I am now trying koozies. I used JetPro SofStretch paper and following the paper instructions to use 375 degrees for 30 seconds. The design transferred on - but the area surrounding it looks terrible. Its almost like it's indented. 

Do I need to use a lower temp setting or less time? Or do I need to only use a design that has a a square of color around it so that I can trim perfectly?

Any advice is much appreciated!

Thank you


----------



## queerrep (Jul 18, 2006)

What color koozie are you printing on? I've found that on white, the polymer window is really obvious – at least on the koozies I have.

Or are you talking about the cut edges of the transfer being very visible once you peel? If so you may want to decrease the time.

Also you can try inserting some cardboard or chip board inside the koozie before you press.


----------



## Girlzndollz (Oct 3, 2007)

jtskidsdesigns said:


> The design transferred on - but the area surrounding it looks terrible. Its almost like it's indented.


 
Welcome to the forum. Have you experimented further with this since this post? I've never transferred on to these, but have been watching the thread, waiting to find out what may help. 

Rhonda's post was great, and now I'm wondering if you've gone ahead and tried anything that produced a better result.

I'm also wondering if you mean 'dented' as in possibly 'melted' or changed form in some way from the heat press? 

I am wondering if a teflon sheet, or parchment baking paper, over top of the JPSS might help the area stay uniform while pressing. 

Please write back if you have any more info as to what is happening with your koozie's, thanks so much.


----------



## queerrep (Jul 18, 2006)

Girlzndollz said:


> I'm also wondering if you mean 'dented' as in possibly 'melted' or changed form in some way from the heat press?


Hey Kelly: I can tell you that if the heat is too high it WILL melt the koozie – at least the koozies I have. It will get these little dimples in it. I wonder if that's what the poster is referring to. I've noticed this dimpling in temps over 350º.

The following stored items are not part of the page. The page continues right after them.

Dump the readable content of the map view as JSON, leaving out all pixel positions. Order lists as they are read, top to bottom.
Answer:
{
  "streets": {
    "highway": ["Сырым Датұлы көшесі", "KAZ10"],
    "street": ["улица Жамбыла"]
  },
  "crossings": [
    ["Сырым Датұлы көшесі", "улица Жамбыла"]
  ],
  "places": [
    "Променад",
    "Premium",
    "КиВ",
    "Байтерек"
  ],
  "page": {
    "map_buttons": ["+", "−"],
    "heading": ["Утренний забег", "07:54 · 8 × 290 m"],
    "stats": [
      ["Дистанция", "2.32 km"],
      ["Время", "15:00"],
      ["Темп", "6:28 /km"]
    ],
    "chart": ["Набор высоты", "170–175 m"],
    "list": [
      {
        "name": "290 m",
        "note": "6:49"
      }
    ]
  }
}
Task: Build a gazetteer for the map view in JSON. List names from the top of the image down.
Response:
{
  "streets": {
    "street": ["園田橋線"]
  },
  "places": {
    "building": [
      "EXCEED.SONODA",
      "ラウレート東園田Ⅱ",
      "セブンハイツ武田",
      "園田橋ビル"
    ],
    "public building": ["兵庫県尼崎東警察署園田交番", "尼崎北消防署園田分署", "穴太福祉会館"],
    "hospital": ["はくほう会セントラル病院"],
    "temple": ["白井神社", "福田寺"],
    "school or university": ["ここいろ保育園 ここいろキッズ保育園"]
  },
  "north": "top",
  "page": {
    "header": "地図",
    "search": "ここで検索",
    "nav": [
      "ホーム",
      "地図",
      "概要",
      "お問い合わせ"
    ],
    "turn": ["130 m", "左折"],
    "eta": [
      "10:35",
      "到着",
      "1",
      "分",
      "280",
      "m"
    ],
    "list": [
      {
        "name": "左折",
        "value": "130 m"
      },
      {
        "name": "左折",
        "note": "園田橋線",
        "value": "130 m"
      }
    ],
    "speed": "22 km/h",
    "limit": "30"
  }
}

I use plastisol (which requires 15 secs at 350º) now instead of transfer paper.


----------



## Girlzndollz (Oct 3, 2007)

Thanks for the info, Rhonda. 

Are you doing these in a mug press? I think this is really neat.


----------



## queerrep (Jul 18, 2006)

Nope, just a regular 15 x 15 clamshell press. BTW, the koozies I have are the collapsible ones that come flat ... they're not the big thick foamy cylindrical ones.


----------



## Girlzndollz (Oct 3, 2007)

Ahhhhh, thank you, wouldn't you know, I had the round ones in mind. How cool, though, I would have thought them to melt, so I am going to go look at those and find out more. Kids love koozies. Have a great day, Rhonda!


----------



## jtskidsdesigns (Jan 21, 2008)

I have only tried white koozies. I am using collapsible foam ones. What I see is the whole area of the paper around the design that I didn't trim off is VERY obvious and I run my finger over it and it feels almost plastic-ky (I made up a word). My budget doesn't allow for a professional trimmer and I am putting words on there - so I don't think I'll be able to really trim perfectly. If I run my finger over the outer edges - the design is slightly lower than the rest of the koozie. The parts of the koozie that didn't get any design are still in perfect condition. I will see if a picture can capture this well and post it. I will also order some colored koozies to see if that works better. Thanks for all the posts and please keep the ideas coming - I am really hoping to get this working nicely.


----------



## jtskidsdesigns (Jan 21, 2008)

Rhonda - I forgot to ask: what is a polymer window? I don't think I have all the lingo down yet.

Thanks!


----------



## Girlzndollz (Oct 3, 2007)

I wonder if putting something inside the koozie to raise it and give it more stability in the press area will help. Cardboard, non corrugated, and mouse pads work well. Watch the mouse pad to make sure its not the melting kind.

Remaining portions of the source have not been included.